Sumário: 1 Introdução e noções de Propriedade Resolúvel e de Propriedade Ad Tempus –- 1.1-Propriedade Resolúvel – 1.2 Propriedade Ad Tempus – 2 Conceitos de Propriedade Fiduciária e de Direito de Superfície – 2.1 Propriedade Fiduciária – 2.2 Direito de Superfície – 2.3 Peculiaridades do Direito de Superfície - 3 Regulação do Direito de Superfície no Estatuto da Cidade – 4 Comparações pertinentes entre o Estatuto da Cidade e o Código Civil de 2002 – 5 Principais diferenças entre a propriedade fiduciária e a propriedade superficiária -- 6 Pesquisa Jurisprudencial –7- Conclusão


1 Introdução e noções de Propriedade Resolúvel e de Propriedade Ad Tempus

À luz do artigo 1.228 do Código Civil de 2002, Marco Aurélio Bezerra de Melo define propriedade a partir de seus elementos intrínsecos e extrínsecos, caracterizando o proprietário como senhorio da coisa, com capacidade de dela excluir qualquer ingerência de terceiro. Nesse sentido, a propriedade é um direito subjetivo, absoluto, elástico, perpétuo, complexo e ilimitado, que permite que uma pessoa submeta uma coisa corpórea ou incorpórea à sua vontade.

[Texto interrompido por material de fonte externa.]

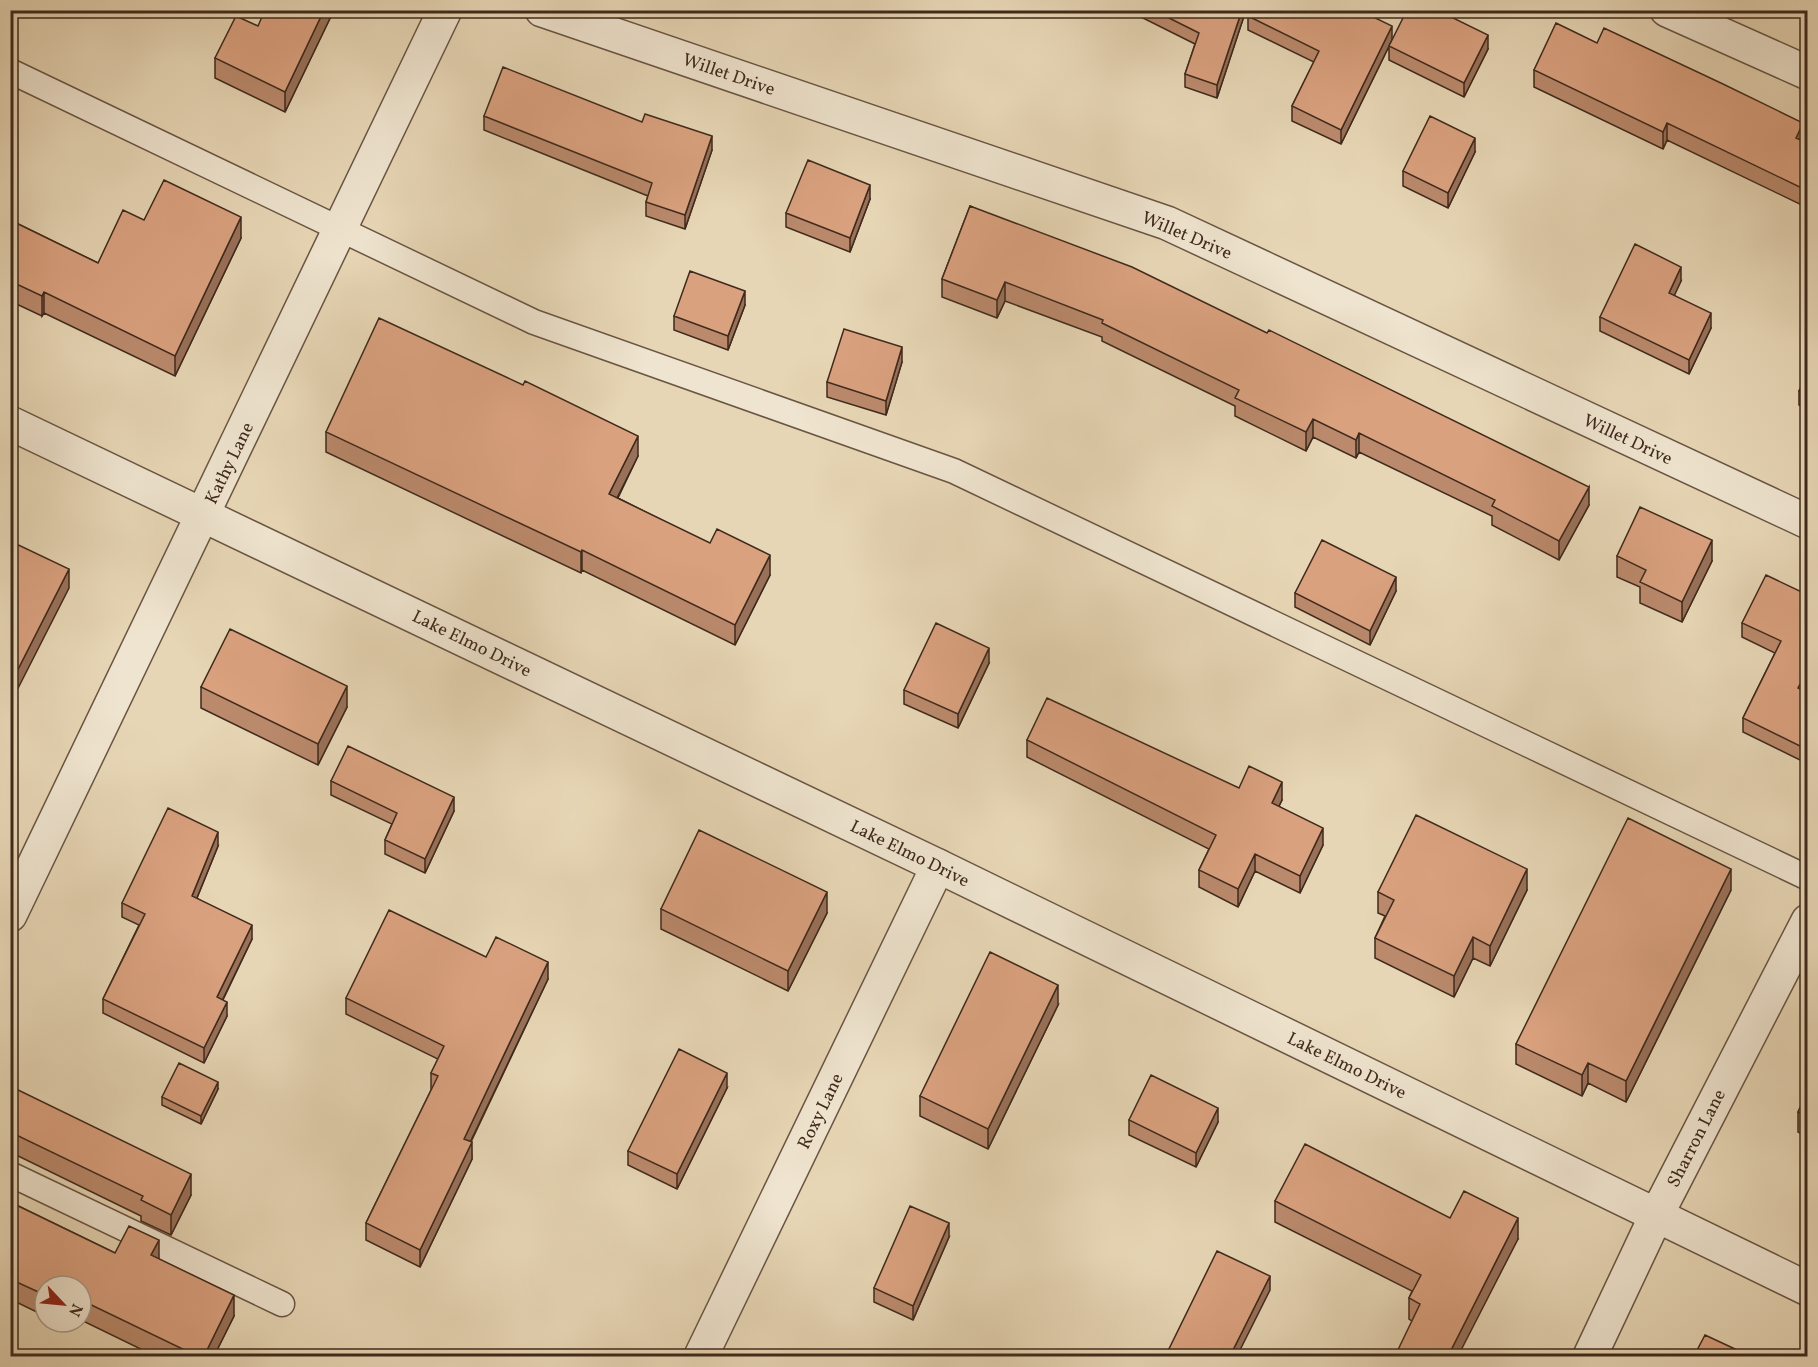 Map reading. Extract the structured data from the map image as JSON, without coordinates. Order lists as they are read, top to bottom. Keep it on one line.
{"streets":{"street":["Willet Drive","Kathy Lane","Lake Elmo Drive","Roxy Lane","Sharron Lane"]},"crossings":[["Kathy Lane","Lake Elmo Drive"],["Lake Elmo Drive","Roxy Lane"],["Lake Elmo Drive","Sharron Lane"]],"north":"bottom right"} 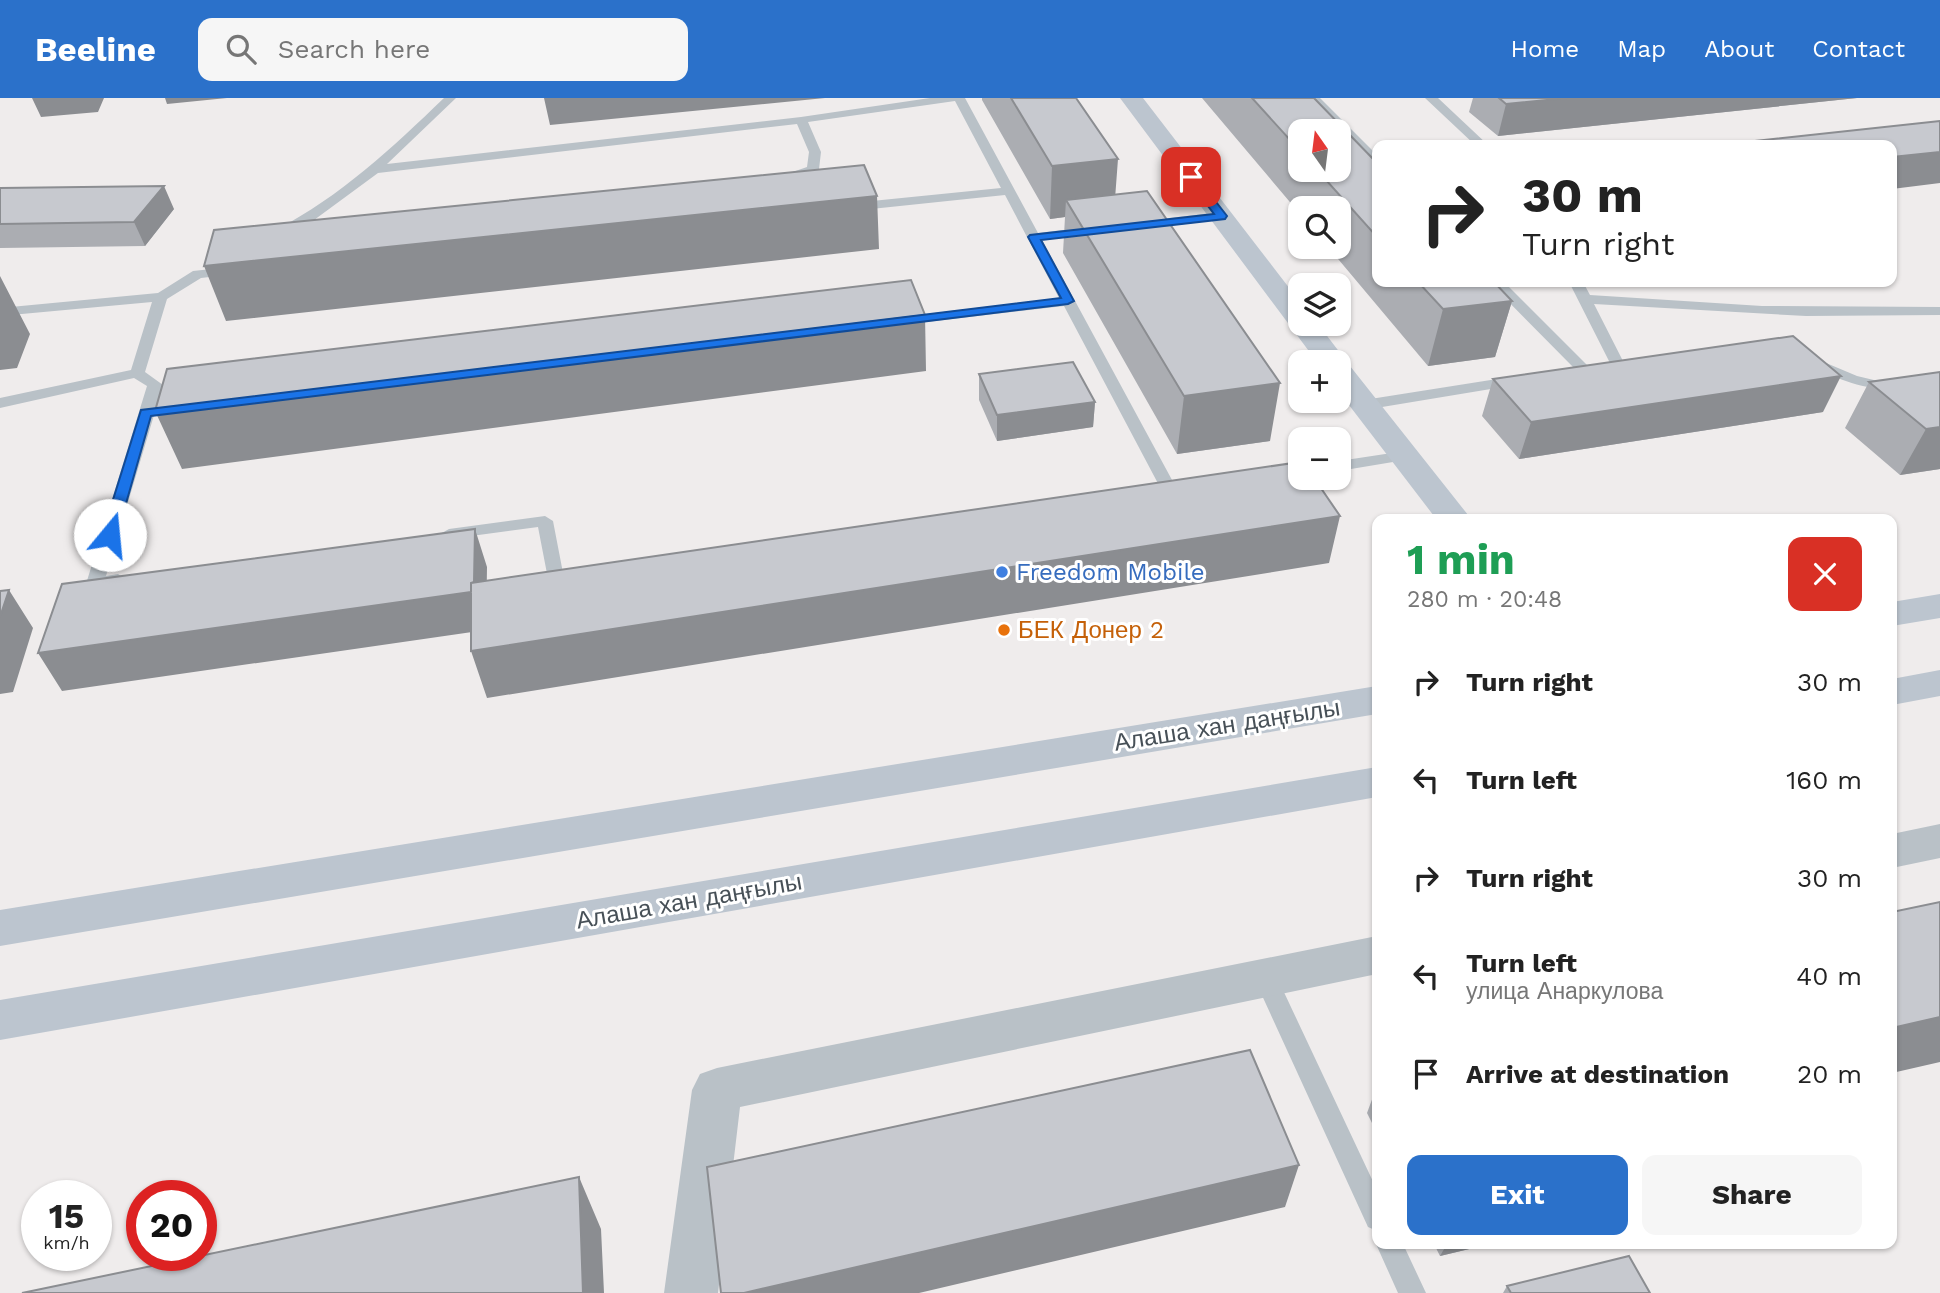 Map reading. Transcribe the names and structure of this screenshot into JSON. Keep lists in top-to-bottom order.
{
  "streets": {
    "main road": ["Алаша хан даңғылы"]
  },
  "places": ["Freedom Mobile", "БЕК Донер 2"],
  "north": "top",
  "page": {
    "header": "Beeline",
    "search": "Search here",
    "nav": [
      "Home",
      "Map",
      "About",
      "Contact"
    ],
    "map_buttons": ["+", "−"],
    "turn": ["30 m", "Turn right"],
    "heading": ["1 min", "280 m · 20:48"],
    "list": [
      {
        "name": "Turn right",
        "value": "30 m"
      },
      {
        "name": "Turn left",
        "value": "160 m"
      },
      {
        "name": "Turn right",
        "value": "30 m"
      },
      {
        "name": "Turn left",
        "note": "улица Анаркулова",
        "value": "40 m"
      },
      {
        "name": "Arrive at destination",
        "value": "20 m"
      }
    ],
    "buttons": ["Exit", "Share"],
    "speed": "15 km/h",
    "limit": "20"
  }
} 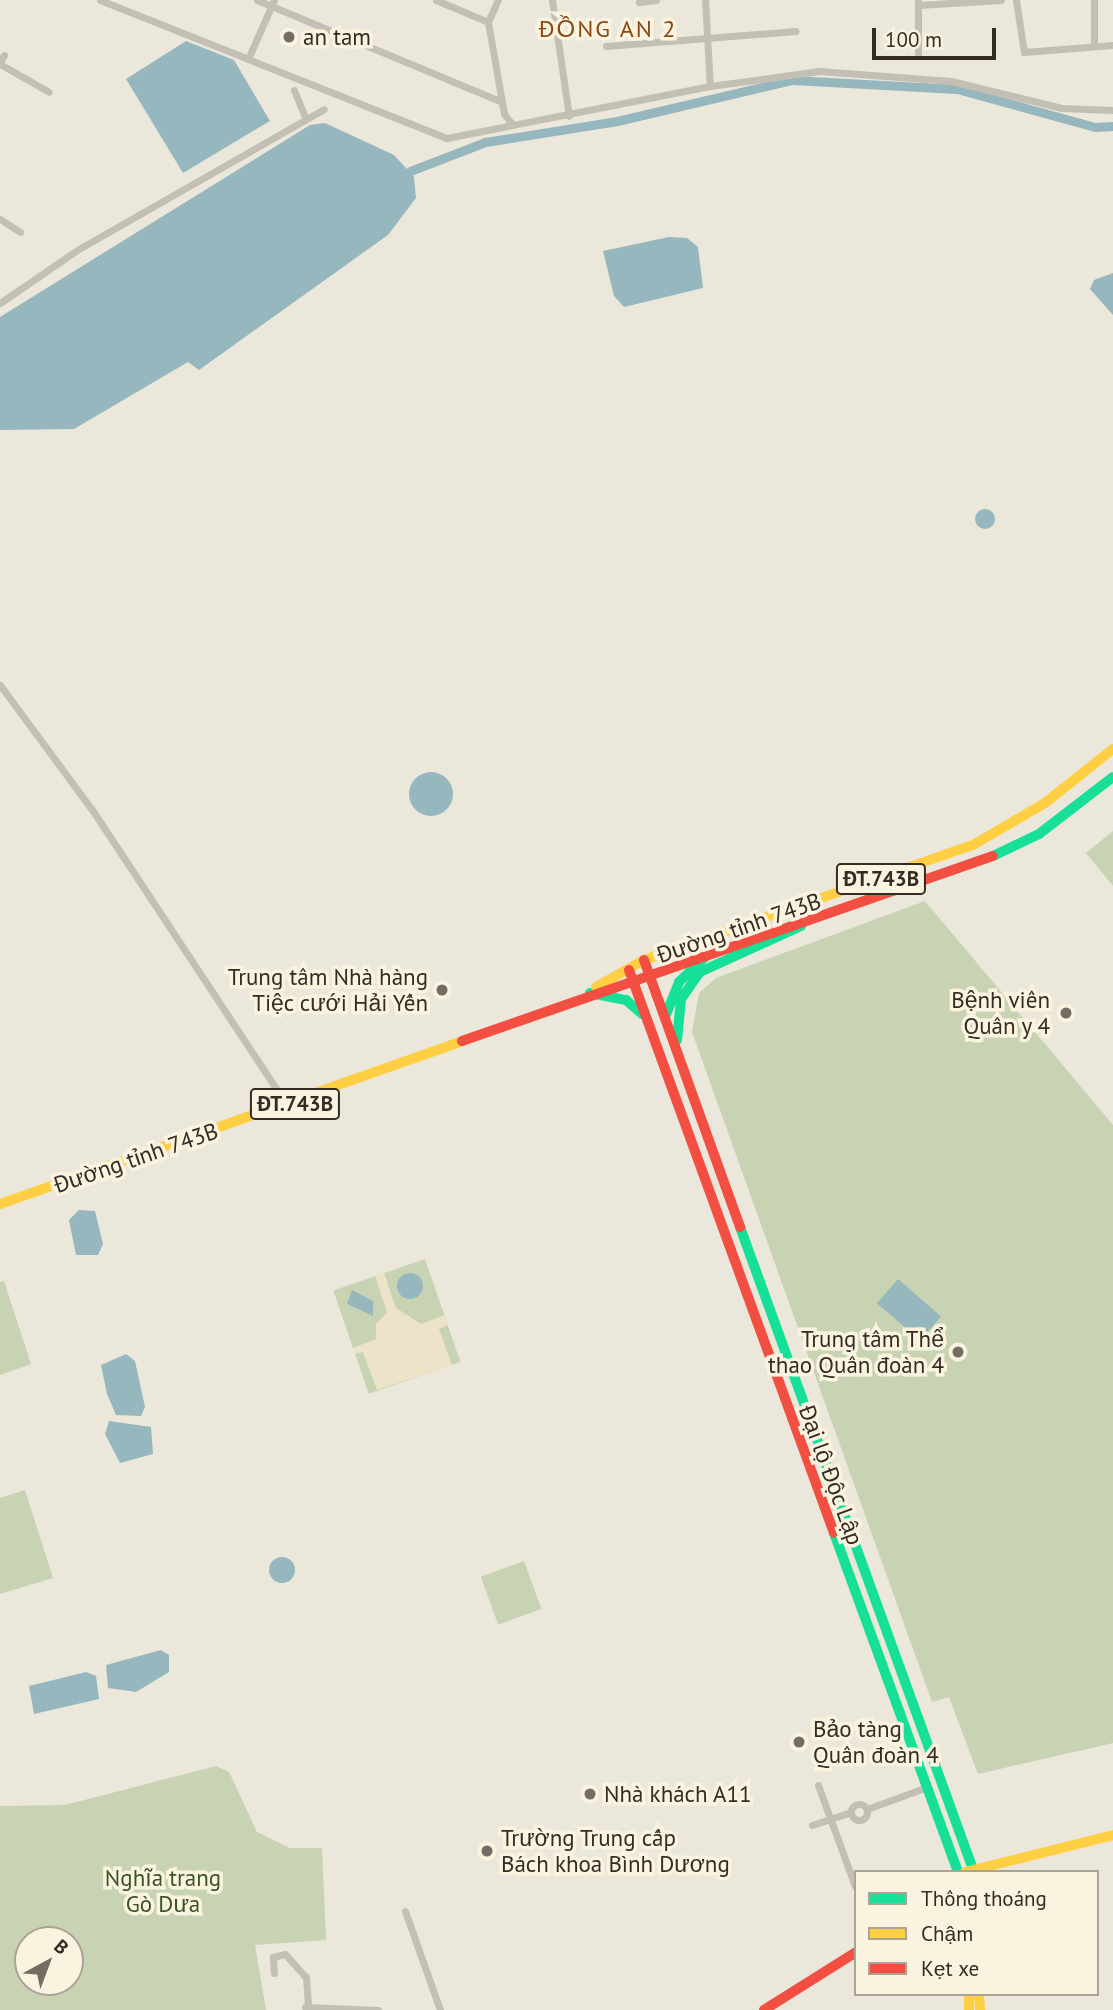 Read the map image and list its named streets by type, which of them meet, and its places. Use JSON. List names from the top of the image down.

É um direito subjetivo, pois abrange uma situação jurídica em que todos devem uma obrigação de não fazer ao proprietário, que dispõe de coercitividade para garantir esse direito, passível de violação. É absoluto, pois é exercido erga omnes, diferentemente dos direitos pessoais. É elástico, na medida em que o proprietário pode distender e contrair os poderes dominiais ao seu talante, gerando os chamados direitos reais sobre a coisa alheia. É perpétuo, pois não é extinto pelo não-uso. É complexo, pelos vários poderes que proporciona ao proprietário e, é ilimitado, haja vista que o mesmo pode retirar do bem tudo que aprouver, desde que consentâneo ao ordenamento jurídico.

Cristiano Chaves de Farias e Nelson Rosenvald acrescentam que esse conceito de direito subjetivo perpétuo, que define a propriedade clássica, tem duração ilimitada e irrevogável, de forma que, em princípio, não comporta condição resolutiva ou termo final. Desse modo, a propriedade subsistiria enquanto durasse a coisa que constitui o seu objeto.

Todavia, essa irrevogabilidade pode ser superada quando a duração do direito subjetivo subordinar-se a acontecimento futuro previsto no próprio título constitutivo ou, em decorrência de certos fatos consignados em norma.

O Código Civil define e regula duas situações em que a propriedade será revogada, provocando a destituição da titulariedade, seja por imposição da autonomia privada ou da própria lei. São a propriedade resolúvel e a propriedade ad tempus.

1.1 Propriedade Resolúvel

A propriedade resolúvel vem definida no artigo 1.359 do CC, sendo uma modalidade de propriedade que já nasce com seu fim previsto e condicionado ao implemento de uma condição (acontecimento futuro e incerto, artigo 121, do CC) ou ao advento de um termo resolutivo (acontecimento futuro e certo). Como se vê, a limitação ao poder do proprietário é unicamente de ordem temporal. Dessa forma, enquanto não se configura o evento futuro certo ou incerto, o proprietário age normalmente como qualquer proprietário.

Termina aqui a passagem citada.